EXERCISE MATERIALS:

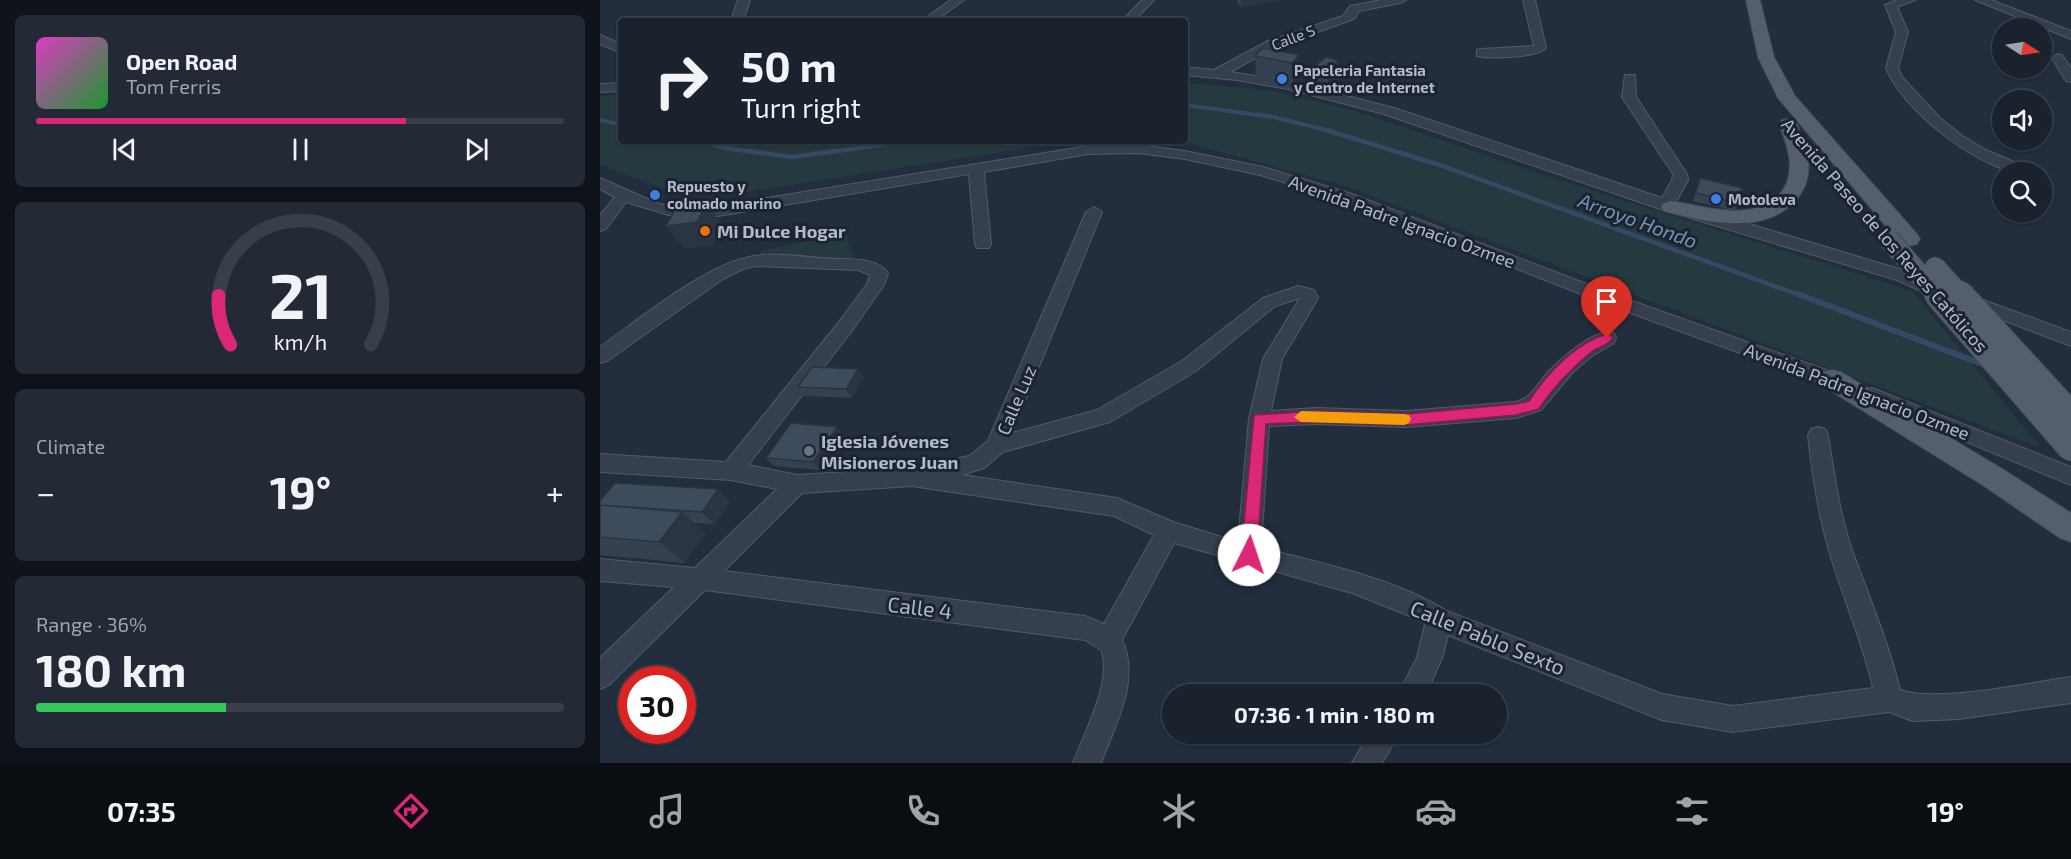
<!DOCTYPE html>
<meta charset="utf-8">
<style>
body{margin:0;font-family:"Exo 2",sans-serif;background:#232a36;color:#f1f3f6;height:100vh;display:flex;flex-direction:column;font-size:22px;white-space:nowrap}
*{box-sizing:border-box;margin:0}
p{font-size:20px;color:#9fa4aa}
.icon{flex:none;width:33px;height:33px;fill:none;stroke:currentColor;stroke-width:2;stroke-linecap:round;stroke-linejoin:round}
.map{position:relative;flex:1;overflow:hidden}
.side{display:flex;flex-direction:column;gap:15px;padding:15px;background:#0e1319;width:600px}
.side>*{flex:none}
.top-card{position:absolute;left:18px;top:18px;width:570px;height:126px;border-radius:6px;box-shadow:0 2px 4px #0004,0 0 0 2px #383f4a;background:#1a222e;color:#f1f3f6;overflow:hidden}
.needle{width:39px;rotate:102deg}
.tools{position:absolute;left:1392px;top:18px;display:grid;gap:12px}
.tools a{display:grid;place-items:center;width:60px;height:60px;border-radius:50%;background:#1a222e;box-shadow:0 2px 4px #0004,0 0 0 2px #383f4a;font-size:30px}
.speed{position:absolute;left:18px;top:666px;display:flex;gap:12px;font-size:30px;font-weight:700;text-align:center}
.speed>*{display:grid;place-content:center;width:78px;height:78px;border-radius:50%;background:#1a222e;box-shadow:0 2px 4px #0004,0 0 0 2px #383f4a;line-height:1}
.speed .limit{border:9px solid #d22;background:#fff;color:#111}
.pin{position:absolute;display:grid;place-items:center;width:51px;height:51px;color:#fff;margin:-62px -26px;border-radius:50% 50% 50% 0;rotate:-45deg;box-shadow:0 0 6px #0007}
.pin .icon{rotate:45deg}
.me{position:absolute;width:66px;margin:-33px;rotate:4deg;stroke-linejoin:round;filter:drop-shadow(0 0 4px #0008)}
.turn{display:flex;align-items:center;gap:21px;height:126px;padding:0 24px;font-size:27px}
.turn .icon{width:78px;height:78px;stroke-width:2.5}
.turn b{display:block;font-size:42px;line-height:51px}
.big{font-size:45px;font-weight:700;line-height:1.1}
.side .widget{flex:1;display:flex;flex-direction:column;justify-content:center;gap:9px;min-width:0;padding:0 21px;border-radius:9px;background:#232a36}
.side .dial{align-items:center;gap:0}
.dial svg{height:156px;overflow:visible;fill:none;stroke:#383f4a;stroke-width:7;stroke-linecap:round;text-anchor:middle}
.dial text{fill:#f1f3f6;stroke:none}
.song{display:flex;align-items:center;gap:18px}
.cover{width:72px;height:72px;border-radius:9px;background:linear-gradient(135deg,hsl(310 70% 55%),hsl(130 70% 35%))}
.played{height:6px;border-radius:3px;background:linear-gradient(90deg,#db2777 70%,#383f4a 70%)}
.keys{display:flex;justify-content:space-around;direction:ltr}
.heat{display:flex;justify-content:space-between;align-items:center;font-size:33px;direction:ltr}
.charge{height:9px;border-radius:4px;background:linear-gradient(90deg,#34c759 36%,#383f4a 0)}
.trip{position:absolute;left:562px;top:684px;width:345px;height:60px;border-radius:30px;background:#1a222e;box-shadow:0 2px 4px #0004,0 0 0 2px #383f4a;font-weight:700;line-height:60px;text-align:center}
.tab-bar{display:flex;height:96px;justify-content:space-around;align-items:center;background:#0a0e12;color:#9fa4aa}
.tab-bar .icon{width:42px;height:42px}
.tab-bar .current{color:#db2777}
.tab-bar b{font-size:27px;color:#f1f3f6}
main{display:flex;flex:1;min-height:0}
.map>svg:first-child{display:block}
</style>
<main>
<section class="side">
<div class="widget">
<div class="song"><i class="cover"></i><div><b>Open Road</b><p>Tom Ferris</p></div></div>
<div class="played"></div>
<div class="keys"><svg class="icon" aria-label="previous" viewBox="0 0 24 24"><path d="M18 5L8 12l10 7zM5 5v14"/></svg><svg class="icon" aria-label="pause" viewBox="0 0 24 24"><path d="M8 5v14M16 5v14"/></svg><svg class="icon" aria-label="next" viewBox="0 0 24 24"><path d="M6 5l10 7-10 7zM19 5v14"/></svg></div>
</div>
<div class="widget dial"><svg viewBox="0 0 100 80">
<path d="M14 69A42 42 0 1 1 86 69"/>
<path d="M14 69A42 42 0 0 1 8 44" stroke="#db2777"/>
<text x="50" y="56" font-size="32" font-weight="700">21</text>
<text x="50" y="72" font-size="11">km/h</text>
</svg></div>
<div class="widget"><p>Climate</p>
<div class="heat"><a>−</a><b class="big">19°</b><a>+</a></div>
</div>
<div class="widget"><p>Range · 36%</p><b class="big">180 km</b><div class="charge"></div></div>
</section>
<div class="map">
<svg width="1471" height="763" viewBox="0 0 1471 763">
<rect width="100%" height="100%" fill="#222d3d"/>
<path fill="#243a3e" d="M585,83L668,90L756,111L928,170L1312,291L1441,448L745,186L584,142L563,141H585Z
M21,95V141H472L127,195L79,194L0,165V96Z
M245,233L255,261L159,256L161,251Z"/>
<g fill="none" stroke-linecap="round" stroke-linejoin="round">
<path stroke="#354865" stroke-width="4" d="M585,105L673,117L731,131
M0,120L21,125"/>
<path stroke="#354865" stroke-width="4.5" d="M726,130L843,166L1202,296
M96,141L133,149L192,157L310,141"/>
<path stroke="#354865" stroke-width="6" d="M1198,294L1387,366"/>
<defs>
<path id="minor" d="M138,0H150L143,21H131Z
M351,0H364L335,21H321Z
M542,0H554L534,21H522Z
M781,0H806L800,3L759,11L755,18L751,20L676,47L630,72L688,81L794,108L1062,198L1072,180L1073,174L1022,97L1025,75H1035L1036,97L1087,174L1088,180L1076,202L1309,272L1339,284L1342,288L1339,292C1326,296 1309,285 1297,280L1060,209L784,114L688,89L637,80L585,75V67L614,70L668,41L743,16L750,6Z
M923,0H935L946,48C936,58 891,59 877,56V50L881,49L934,46Z
M1297,0H1315L1297,7L1308,32L1298,68L1302,77L1339,117L1361,135L1386,150L1431,169L1433,172C1427,172 1420,174 1414,172C1372,163 1301,108 1286,68L1296,32L1285,5Z
M1375,0H1391L1471,31V39Z
M0,35L21,44V53L0,44Z
M1458,54L1462,55L1471,68V82L1466,81L1452,58Z
M21,83V91L0,92V84Z
M538,145L585,151L663,167L752,194L1018,296L1252,379L1255,384L1252,389L1245,391L1238,389L1006,304L742,200L660,175L585,159L538,153L488,154L384,172L391,244L389,248H377L375,244L369,174L118,216L69,215L26,202L6,229L0,231V215L15,197L0,189V178L59,204L83,207L118,206L488,146Z
M494,207L502,212L412,433L497,410L582,361L663,298L698,286L714,290L718,298L682,359L671,411L716,408L806,411L916,402C932,398 938,383 949,371C965,355 985,338 1007,331L1014,333L1016,338L1014,343L992,356L973,372L941,410L916,418L806,427L716,424L669,426L661,548C721,563 794,578 847,611L1062,694L1133,706L1273,688C1262,638 1240,592 1227,543C1217,508 1212,472 1208,435L1211,429L1218,427L1225,429L1228,435C1234,473 1239,511 1251,547C1268,595 1288,640 1300,690C1336,703 1430,683 1471,677V703L1359,719L1313,721L1289,712L1133,732L1062,720L848,635L842,658L826,694H798L817,658L825,624L815,618L752,593L574,543L522,640C541,679 515,726 501,763H473C484,734 513,680 501,650L485,640L105,590L9,685L0,689V658L74,587L0,581V559L95,568L177,489L131,480L0,472V454L126,462L239,322L267,284L270,275L258,270L156,266L143,269L123,279L7,361L0,363V347C40,319 107,263 154,256C178,252 211,258 236,259C252,259 278,258 288,273L284,285L251,332L148,465L197,475L312,468L369,456L388,441L486,212ZM700,298L663,359L649,419L638,542L573,522L517,498L362,475L384,468L403,452L510,422L596,371L675,306ZM312,486L514,516L554,535L504,624L485,616L124,571L202,493Z
M1369,295L1471,332V346L1363,305L1360,301L1363,297Z
M1272,388L1471,467V485L1265,400L1262,395L1265,390Z
M769,734H799L782,763H752Z"/>
<path id="major" d="M1146,0H1160L1174,57L1195,96L1317,234L1320,239L1317,244L1309,246L1301,244L1178,98L1158,57Z
M1188,119L1194,120L1197,124C1208,151 1217,177 1195,201C1163,236 1105,222 1064,211L1061,207L1064,203L1071,201C1105,206 1151,223 1179,195C1198,174 1188,147 1179,124L1182,120Z
M1232,370L1241,372L1404,470L1471,513V542L1460,538L1384,486L1223,386L1219,379L1223,372Z"/>
</defs>
<use href="#minor" stroke="#525a68" stroke-width="2"/>
<use href="#major" stroke="#404856" stroke-width="2"/>
<use href="#minor" fill="#363f4d" fill-rule="evenodd"/>
<use href="#major" fill="#545e6d" fill-rule="evenodd"/>
<defs>
<path id="major-bridge-far1" d="M1289,239L1338,296
M1335,267L1361,296"/>
<path id="major-bridge" d="M1337,294L1471,448
M1360,294L1471,415"/>
</defs>
<use href="#major-bridge-far1" stroke="#404856" stroke-width="22" stroke-linecap="butt"/>
<use href="#major-bridge" stroke="#404856" stroke-width="28" stroke-linecap="butt"/>
<use href="#major-bridge-far1" stroke="#545e6d" stroke-width="20"/>
<use href="#major-bridge" stroke="#545e6d" stroke-width="26"/>
</g>
<path fill="#354050" d="M636,0H681L641,7Z
M699,55V76L693,84L656,78L655,56Z
M726,57L739,83L728,91L716,88L715,66Z
M1100,178L1139,203L1136,211L1093,201L1097,186Z
M258,369L264,377L252,398L204,396L198,387Z
M243,436L220,470L174,466L166,458Z
M118,489L130,501L115,524L94,523L106,533L85,563L0,555V501Z"/>
<path fill="#2b3441" d="M641,0H681L641,7Z
M699,55V76L693,84L692,63Z
M739,61V83L728,91V70Z
M107,203L123,226L113,245L84,249L66,226Z
M258,369L264,377L252,398L246,389Z
M237,427L243,436L220,470L213,462Z
M118,489L130,501L115,524L102,512Z
M82,512L106,533L85,563L59,542Z"/>
<path fill="#3e4b5d" stroke="#2b3441" stroke-width="1.5" d="M662,48L699,55L692,63L655,56Z
M726,57L739,61L728,70L715,66Z
M1100,178L1142,188L1139,203L1096,193Z
M107,203L97,222L66,226L77,206Z
M212,367L258,369L246,389L198,387Z
M191,423L237,427L213,462L166,458Z
M15,483L118,489L102,512L0,505V501Z
M0,505L82,512L59,542L0,537Z"/>
<path fill="#db2777" stroke="#8e194d" stroke-width="1.5" d="M1007,334L1011,335L1013,338C1008,346 997,347 990,353C970,370 953,387 939,409L916,415L806,425L716,422L666,424L657,555L655,561L649,563L643,561L641,555L654,415L716,411L806,414L916,404L929,401C947,374 975,343 1007,334Z"/>
<path fill="#f59e0b" d="M701,411L804,414L809,415L811,419L809,423L804,425L701,422L694,417Z"/>
<g fill="#3f7fe0" stroke="#1c2432" stroke-width="2">
<circle cx="682" cy="79" r="6"/>
<circle cx="55" cy="195" r="6"/>
<circle cx="1116" cy="199" r="6"/>
</g>
<circle fill="#e8710a" stroke="#1c2432" stroke-width="2" cx="105" cy="231" r="6"/>
<circle fill="#6b7280" stroke="#1c2432" stroke-width="2" cx="209" cy="451" r="6"/>
<g text-anchor="middle" dominant-baseline="central" stroke-width="6" stroke-linejoin="round" paint-order="stroke">
<g font-size="15" fill="#b2bac9" stroke="#1c2432">
<text transform="translate(693 37) rotate(-21)">Calle S</text>
</g>
<g font-size="15" font-weight="bold" fill="#b2bac9" stroke="#1c2432" text-anchor="start">
<text x="694" y="70">Papeleria Fantasia<tspan x="694" dy="17">y Centro de Internet</tspan></text>
<text x="67" y="186">Repuesto y<tspan x="67" dy="17">colmado marino</tspan></text>
<text x="1128" y="199">Motoleva</text>
</g>
<g font-size="18" fill="#b2bac9" stroke="#1c2432">
<text transform="translate(802 221) rotate(20)">Avenida Padre Ignacio Ozmee</text>
<text transform="translate(1285 235) rotate(49)">Avenida Paseo de los Reyes Católicos</text>
<text transform="translate(1257 391) rotate(21)">Avenida Padre Ignacio Ozmee</text>
<text transform="translate(416 400) rotate(-67)">Calle Luz</text>
</g>
<g font-size="18" font-weight="bold" fill="#b2bac9" stroke="#1c2432" text-anchor="start">
<text x="117" y="231">Mi Dulce Hogar</text>
<text x="221" y="441">Iglesia Jóvenes<tspan x="221" dy="21">Misioneros Juan</tspan></text>
</g>
<g font-size="20" font-style="italic" fill="#798fb2" stroke="#1c2432">
<text transform="translate(1038 220) rotate(20)">Arroyo Hondo</text>
</g>
<g font-size="21" fill="#b2bac9" stroke="#1c2432">
<text transform="translate(320 607) rotate(7)">Calle 4</text>
<text transform="translate(888 637) rotate(22)">Calle Pablo Sexto</text>
</g>
</g>
</svg>
<div class="tools">
<a><svg class="needle" viewBox="-14 -14 28 28"><path d="M0-13l5 13h-10z" fill="#e53935"/><path d="M0 13l5-13h-10z" fill="#9fa4aa"/></svg></a>
<a><svg class="icon" aria-label="sound" viewBox="0 0 24 24"><path d="M4 9h4l5-4v14l-5-4H4zM17 9q2 3 0 6"/></svg></a>
<a><svg class="icon" aria-label="search" viewBox="0 0 24 24"><circle cx="10" cy="10" r="6"/><path d="M15 15l6 6"/></svg></a>
</div>
<div class="speed"><div class="limit">30</div></div>
<div class="pin" style="left:1007px;top:338px;background:#d93025"><svg class="icon" aria-label="arrive" viewBox="0 0 24 24"><path d="M6 21V4h12l-3 4 3 4H6"/></svg></div>
<svg class="me" style="left:649px;top:555px" viewBox="-20 -20 40 40"><circle r="19" fill="#fff"/><path d="M0-13L10 11 0 6-10 11z" fill="#db2777"/></svg>
<div class="trip">07:36 · 1 min · 180 m</div>
<div class="top-card">
<div class="turn"><svg class="icon" aria-label="right" viewBox="0 0 24 24"><path d="M7 20v-9h11M14 6l5 5-5 5"/></svg><div><b>50 m</b>Turn right</div></div>
</div>
</div>
</main>
<nav class="tab-bar">
<b>07:35</b>
<svg class="icon current" aria-label="directions" viewBox="0 0 24 24"><path d="M12 3l9 9-9 9-9-9zM9 14v-3h6M13 9l2 2-2 2"/></svg>
<svg class="icon" aria-label="music" viewBox="0 0 24 24"><path d="M9 18V5l10-2v13"/><circle cx="6" cy="18" r="3"/><circle cx="16" cy="16" r="3"/></svg>
<svg class="icon" aria-label="phone" viewBox="0 0 24 24"><path d="M5 4h4l2 5-3 2q2 4 5 5l2-3 5 2v4C11 20 4 13 5 4z"/></svg>
<svg class="icon" aria-label="climate" viewBox="0 0 24 24"><path d="M12 3v18M4 7l16 10M4 17L20 7"/></svg>
<svg class="icon" aria-label="car" viewBox="0 0 24 24"><path d="M5 17H2v-5l4-1 3-4h7l3 4 3 1v5h-3M9 17h6M6 11h13"/><circle cx="7" cy="17" r="2"/><circle cx="17" cy="17" r="2"/></svg>
<svg class="icon" aria-label="filters" viewBox="0 0 24 24"><path d="M4 7h16M4 17h16"/><circle cx="9" cy="7" r="2"/><circle cx="15" cy="17" r="2"/></svg>
<b>19°</b>
</nav>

TASK PROMPT:
Take every line of the material that contains the word "tspan", and copy it.

OUTPUT OF THE EXERCISE:
<text x="694" y="70">Papeleria Fantasia<tspan x="694" dy="17">y Centro de Internet</tspan></text>
<text x="67" y="186">Repuesto y<tspan x="67" dy="17">colmado marino</tspan></text>
<text x="221" y="441">Iglesia Jóvenes<tspan x="221" dy="21">Misioneros Juan</tspan></text>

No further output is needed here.